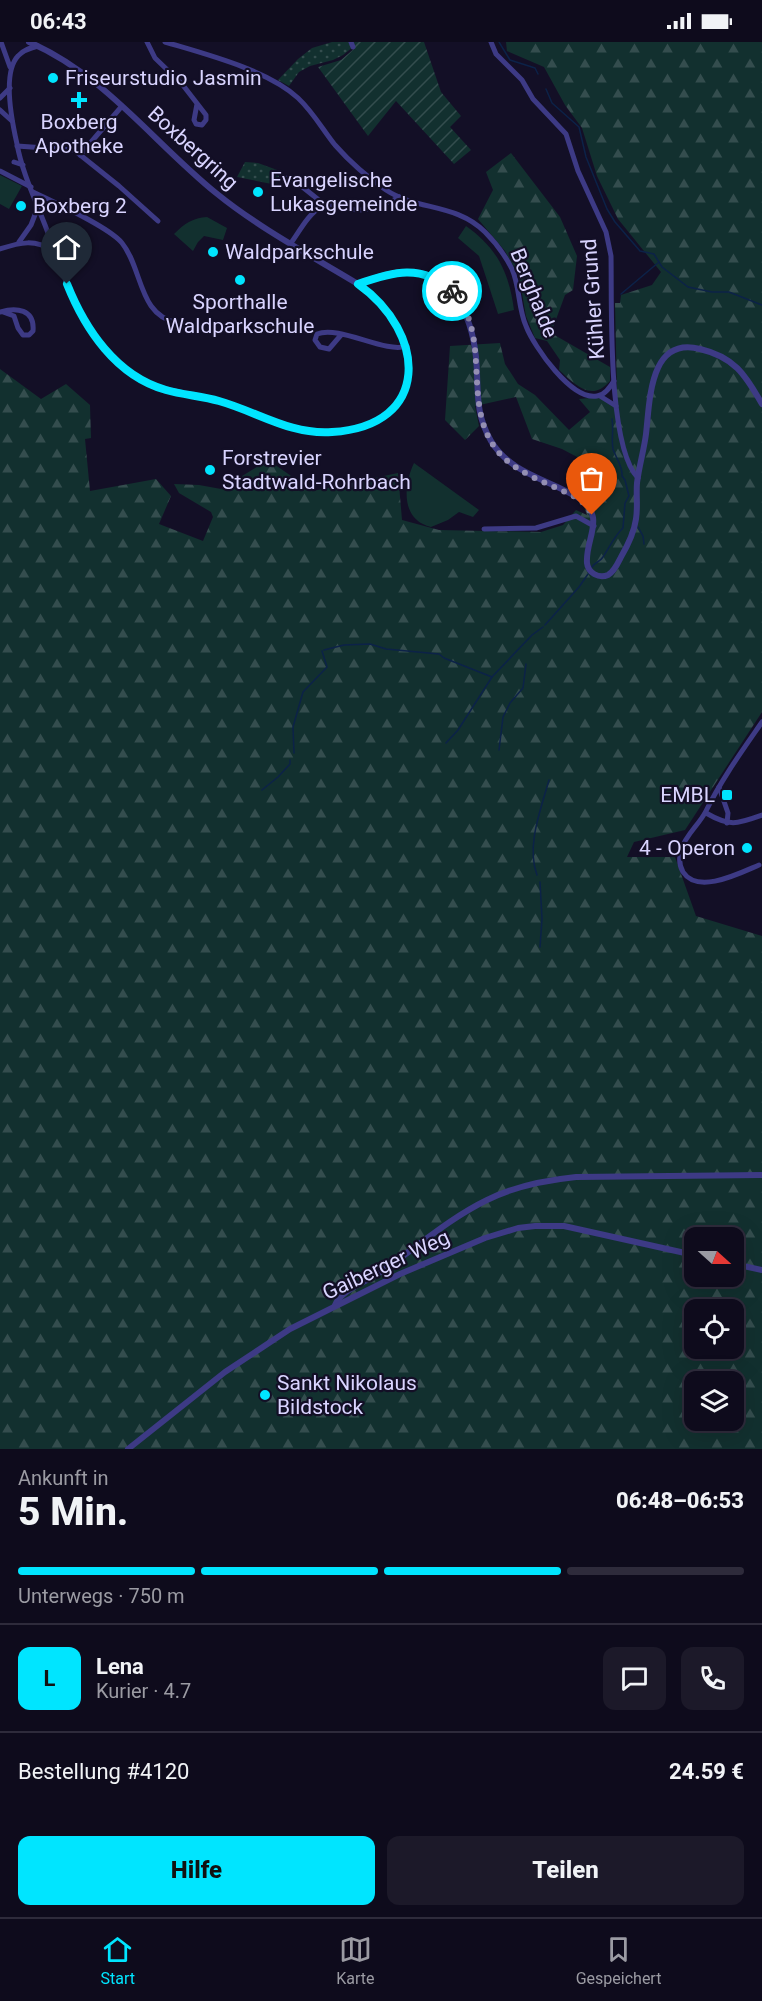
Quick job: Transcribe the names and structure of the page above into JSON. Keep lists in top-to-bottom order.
{
  "streets": {
    "street": [
      "Boxbergring",
      "Berghalde",
      "Kühler Grund",
      "Gaiberger Weg"
    ]
  },
  "crossings": [
    ["Berghalde", "Kühler Grund"]
  ],
  "places": {
    "other": [
      "Friseurstudio Jasmin",
      "Evangelische Lukasgemeinde",
      "Boxberg 2",
      "Waldparkschule",
      "Sporthalle Waldparkschule",
      "Forstrevier Stadtwald-Rohrbach",
      "4 - Operon",
      "Sankt Nikolaus Bildstock"
    ],
    "health": ["Boxberg Apotheke"],
    "transit": ["EMBL"]
  },
  "north": "right",
  "page": {
    "status": "06:43",
    "heading": ["5 Min.", "Ankunft in", "06:48–06:53"],
    "panel": [
      "Lena",
      "Kurier · 4.7",
      "Bestellung #4120",
      "24.59 €"
    ],
    "bar": "Unterwegs · 750 m",
    "round": "L",
    "buttons": ["Hilfe", "Teilen"],
    "tabs": ["Start", "Karte", "Gespeichert"]
  }
}
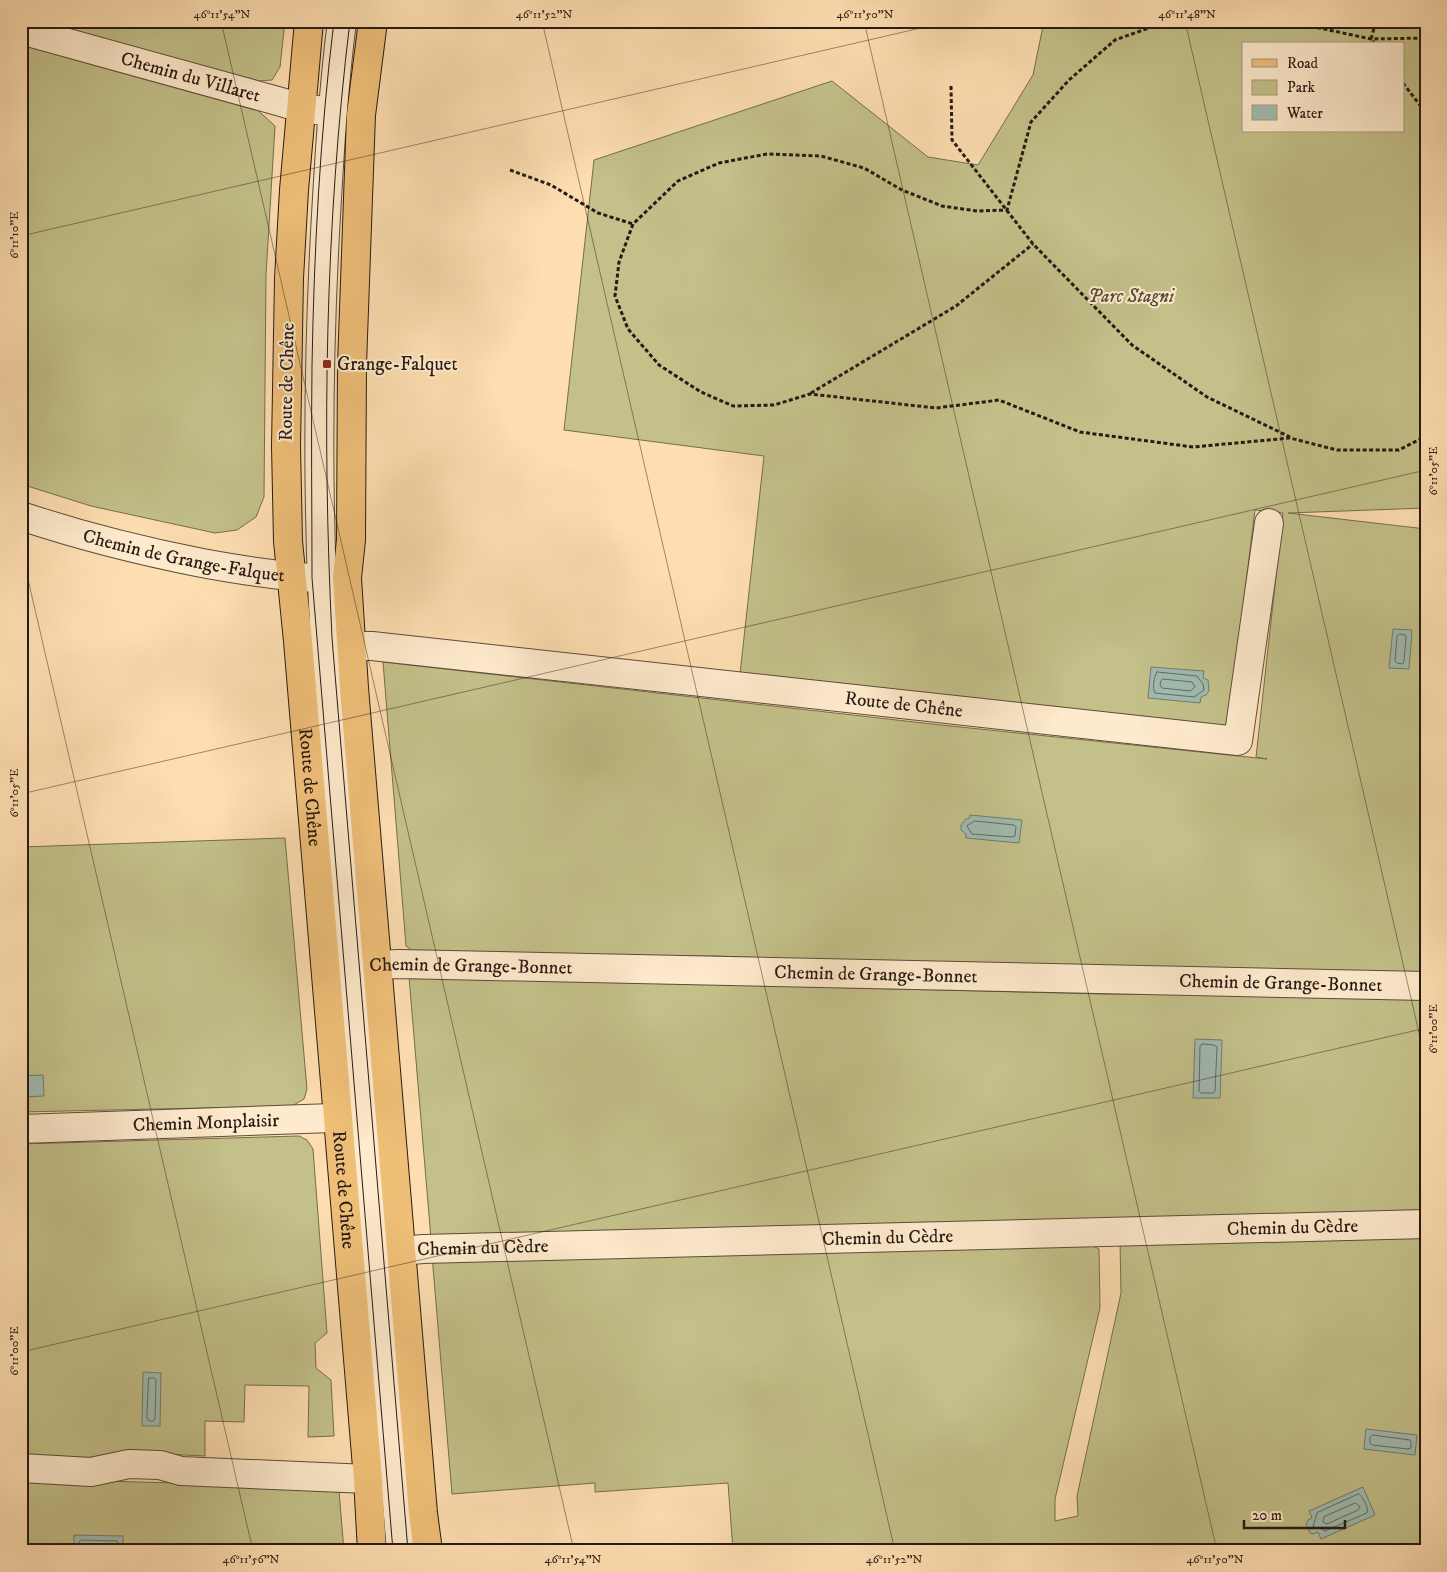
━━━
PROBLEM DETAILS
Transcribe every entry word for word, but omit the pictures.

EXERCISE OUTPUT
Quick job: Transcribe the names and structure of the page above into JSON. Keep lists in top-to-bottom order.
{
  "streets": {
    "street": [
      "Boxbergring",
      "Berghalde",
      "Kühler Grund",
      "Gaiberger Weg"
    ]
  },
  "crossings": [
    ["Berghalde", "Kühler Grund"]
  ],
  "places": {
    "other": [
      "Friseurstudio Jasmin",
      "Evangelische Lukasgemeinde",
      "Boxberg 2",
      "Waldparkschule",
      "Sporthalle Waldparkschule",
      "Forstrevier Stadtwald-Rohrbach",
      "4 - Operon",
      "Sankt Nikolaus Bildstock"
    ],
    "health": ["Boxberg Apotheke"],
    "transit": ["EMBL"]
  },
  "north": "right",
  "page": {
    "status": "06:43",
    "heading": ["5 Min.", "Ankunft in", "06:48–06:53"],
    "panel": [
      "Lena",
      "Kurier · 4.7",
      "Bestellung #4120",
      "24.59 €"
    ],
    "bar": "Unterwegs · 750 m",
    "round": "L",
    "buttons": ["Hilfe", "Teilen"],
    "tabs": ["Start", "Karte", "Gespeichert"]
  }
}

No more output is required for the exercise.